Un camp de base plein de tentes bariolées, engoncé entre la moraine d’un coté et la pente de la montagne de l’autre. Avant même de trouver un petit coin relativement plat pour poser nos trois tentes, je me demande où l’on trouve de l’eau. Et rapidement, j’apprends qu’il n’y en a pas là, de l’eau. Il faut aller la puiser dans le lac. Or le camp est tout de même assez loin du bord de l’eau.
Sauf que nous ne le savions pas et n’avons pas emporté de bidon avec nous. Je nous vois mal faire des aller-retours avec les pôv’ gourdes que nous avons. Je collecte néanmoins les bouteilles de tout un chacun, dix litres de contenance en tout et pour tout, et m’en vais au ravitaillement. Je sais qu’il faudra au moins un deuxième voyage, ce soir ou demain matin avant de partir. Je ne trouve pas tout de suite le sentier pour descendre le long d’une moraine qui me semble à pic et infranchissable. Le chemin cherché est une petite échancrure dans l’arête morainique et puis, comme souvent, c’est droit dans la pente. Cent vingt mètres de dénivelés raides pour arriver au bord du lac chaotique et peu idyllique, où je retrouve nos trois porteurs, qui viennent de remplir nos boîtes de plastique et un jerrican dégoté chez une expé d’à côté, dans le flot d’un torrent glacé qui court sur la glace avant de se jeter dans les eaux blanchâtres du lac. Le bidon n’a pas de bouchon et fuit un peu dans le fond, il doit bien faire ses vingt litres. Donc vingt kilos. Ils remonteront ça sans en perdre une goutte, plus vite que moi avec mes dix kilos confortablement installés dans un sac à dos... Après quoi ils redescendent dormir à Chhukhung tandis que nous faisons notre popote.
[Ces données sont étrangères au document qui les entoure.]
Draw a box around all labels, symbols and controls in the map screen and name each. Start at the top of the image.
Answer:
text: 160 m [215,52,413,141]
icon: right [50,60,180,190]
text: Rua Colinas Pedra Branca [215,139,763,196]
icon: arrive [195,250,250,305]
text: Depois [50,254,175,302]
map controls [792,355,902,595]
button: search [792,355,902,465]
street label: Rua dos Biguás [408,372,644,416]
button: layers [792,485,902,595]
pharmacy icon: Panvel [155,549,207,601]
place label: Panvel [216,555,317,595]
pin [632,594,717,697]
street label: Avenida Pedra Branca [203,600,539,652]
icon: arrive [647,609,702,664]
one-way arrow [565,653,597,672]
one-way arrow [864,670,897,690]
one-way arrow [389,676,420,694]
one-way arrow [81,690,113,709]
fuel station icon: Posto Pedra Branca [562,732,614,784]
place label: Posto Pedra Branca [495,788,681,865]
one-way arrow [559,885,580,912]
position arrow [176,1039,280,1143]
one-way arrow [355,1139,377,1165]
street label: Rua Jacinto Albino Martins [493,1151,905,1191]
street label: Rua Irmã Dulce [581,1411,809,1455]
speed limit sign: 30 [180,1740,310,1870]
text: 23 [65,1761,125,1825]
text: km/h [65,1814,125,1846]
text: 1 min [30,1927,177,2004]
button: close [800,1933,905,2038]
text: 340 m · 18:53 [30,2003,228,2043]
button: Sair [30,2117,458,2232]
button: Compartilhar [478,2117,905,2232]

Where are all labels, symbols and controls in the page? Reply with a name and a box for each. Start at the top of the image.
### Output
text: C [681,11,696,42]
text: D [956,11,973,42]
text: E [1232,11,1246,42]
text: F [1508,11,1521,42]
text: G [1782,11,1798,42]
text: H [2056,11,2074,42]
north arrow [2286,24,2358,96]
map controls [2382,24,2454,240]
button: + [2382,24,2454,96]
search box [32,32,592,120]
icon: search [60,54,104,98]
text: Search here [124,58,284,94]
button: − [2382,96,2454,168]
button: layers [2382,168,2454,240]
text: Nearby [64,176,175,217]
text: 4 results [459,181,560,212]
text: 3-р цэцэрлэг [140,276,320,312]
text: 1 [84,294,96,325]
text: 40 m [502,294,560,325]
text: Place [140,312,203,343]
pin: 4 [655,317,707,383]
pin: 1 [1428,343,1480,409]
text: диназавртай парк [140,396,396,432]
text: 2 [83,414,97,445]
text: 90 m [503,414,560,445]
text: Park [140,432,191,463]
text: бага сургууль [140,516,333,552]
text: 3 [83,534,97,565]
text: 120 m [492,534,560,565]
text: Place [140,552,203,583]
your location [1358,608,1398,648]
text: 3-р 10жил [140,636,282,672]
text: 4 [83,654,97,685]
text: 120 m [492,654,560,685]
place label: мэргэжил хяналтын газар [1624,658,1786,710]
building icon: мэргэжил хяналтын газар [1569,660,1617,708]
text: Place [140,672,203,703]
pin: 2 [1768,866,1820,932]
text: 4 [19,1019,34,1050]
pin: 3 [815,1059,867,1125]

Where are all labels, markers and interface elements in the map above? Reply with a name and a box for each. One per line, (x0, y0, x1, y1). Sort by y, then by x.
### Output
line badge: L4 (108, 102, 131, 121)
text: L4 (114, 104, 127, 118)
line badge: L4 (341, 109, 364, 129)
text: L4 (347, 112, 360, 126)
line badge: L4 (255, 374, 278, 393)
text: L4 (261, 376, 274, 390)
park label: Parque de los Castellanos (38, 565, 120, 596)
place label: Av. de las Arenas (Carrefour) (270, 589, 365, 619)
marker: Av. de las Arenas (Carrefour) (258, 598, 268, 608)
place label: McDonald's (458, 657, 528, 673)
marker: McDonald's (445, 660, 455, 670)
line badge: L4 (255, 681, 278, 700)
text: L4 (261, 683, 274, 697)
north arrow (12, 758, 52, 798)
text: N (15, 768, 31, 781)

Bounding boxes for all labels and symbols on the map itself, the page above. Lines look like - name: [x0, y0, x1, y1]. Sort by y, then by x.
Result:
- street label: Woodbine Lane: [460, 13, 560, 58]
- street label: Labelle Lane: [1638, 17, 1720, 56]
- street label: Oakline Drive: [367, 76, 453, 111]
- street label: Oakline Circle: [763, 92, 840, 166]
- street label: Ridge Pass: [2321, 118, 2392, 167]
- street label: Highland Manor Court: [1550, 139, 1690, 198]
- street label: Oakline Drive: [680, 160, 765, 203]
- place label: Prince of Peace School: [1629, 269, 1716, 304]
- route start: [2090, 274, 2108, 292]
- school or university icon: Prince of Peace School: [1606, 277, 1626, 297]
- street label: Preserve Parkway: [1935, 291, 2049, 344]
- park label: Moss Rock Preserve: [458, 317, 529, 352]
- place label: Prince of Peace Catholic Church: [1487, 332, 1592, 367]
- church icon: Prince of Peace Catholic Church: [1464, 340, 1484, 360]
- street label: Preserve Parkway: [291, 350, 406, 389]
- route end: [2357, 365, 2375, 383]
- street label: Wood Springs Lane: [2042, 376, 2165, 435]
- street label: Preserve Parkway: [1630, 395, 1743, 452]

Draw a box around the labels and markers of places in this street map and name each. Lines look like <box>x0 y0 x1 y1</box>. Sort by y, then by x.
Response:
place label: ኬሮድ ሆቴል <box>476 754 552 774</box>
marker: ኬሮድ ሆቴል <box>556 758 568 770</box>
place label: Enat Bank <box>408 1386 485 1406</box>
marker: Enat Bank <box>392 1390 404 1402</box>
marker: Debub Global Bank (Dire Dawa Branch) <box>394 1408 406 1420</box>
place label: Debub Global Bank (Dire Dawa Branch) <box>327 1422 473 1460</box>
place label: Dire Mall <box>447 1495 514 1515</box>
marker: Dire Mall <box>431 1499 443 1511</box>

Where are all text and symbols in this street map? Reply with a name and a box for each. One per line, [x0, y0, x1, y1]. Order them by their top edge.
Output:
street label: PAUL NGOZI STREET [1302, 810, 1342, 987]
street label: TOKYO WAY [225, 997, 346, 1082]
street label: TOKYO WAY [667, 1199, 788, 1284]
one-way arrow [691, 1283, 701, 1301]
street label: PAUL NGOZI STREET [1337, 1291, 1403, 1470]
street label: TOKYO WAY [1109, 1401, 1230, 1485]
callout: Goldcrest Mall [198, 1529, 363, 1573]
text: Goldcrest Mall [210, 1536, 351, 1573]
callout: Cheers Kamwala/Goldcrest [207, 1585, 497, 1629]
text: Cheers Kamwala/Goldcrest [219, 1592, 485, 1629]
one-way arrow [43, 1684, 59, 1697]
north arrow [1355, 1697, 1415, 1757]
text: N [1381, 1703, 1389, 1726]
Réveil à 2h. Départ peu après dans le brouillard. Nous marchons sur le sentier, raide — droit dans la pente ! — mais régulier. Encore que j’ai tendance à le perdre dans l’étroit halo de la frontale. À l’aube, nous arrivons vers 5500 m, camp d’altitude clairsemé, et sortons du brouillard. S’ensuit un parcours dans les rochers, avec les mains, glissants car l’eau suintante a gelé. Vers 5600 m, nous marchons dans une dizaine de centimètres de neige ; la trace est faite. Le soleil se lève découvrant un panorama stupéfiant. Les sommets alentours s’éclairent successivement : Baruntse, Ama Dablam... Sous nos pieds, la vallée est plongée dans les ténèbres sous une couche de brume. Vers 5800 m, nous arrivons sur le glacier. Un groupe est déjà là en train de s’équiper. Nous en faisons autant et passons devant. La trace est large et solide. À côté, on s’enfonce jusqu’aux genoux. De l’avantage d’avoir une trace toute faite. On serpente au milieu d’un glacier tourmenté, avant d’atteindre une sorte de plateau, au bout duquel s’élance la pointe sommitale. Au loin des cordées sont bizarrement agrippées sur une pente raide de glace et neige. On pensait qu’il s’agissait là d’une voie alternative. Plus dure. Mais en y regardant de plus près, c’est exactement au pied de cette pente que mène l’unique trace. C’est là bel et bien la voie normale !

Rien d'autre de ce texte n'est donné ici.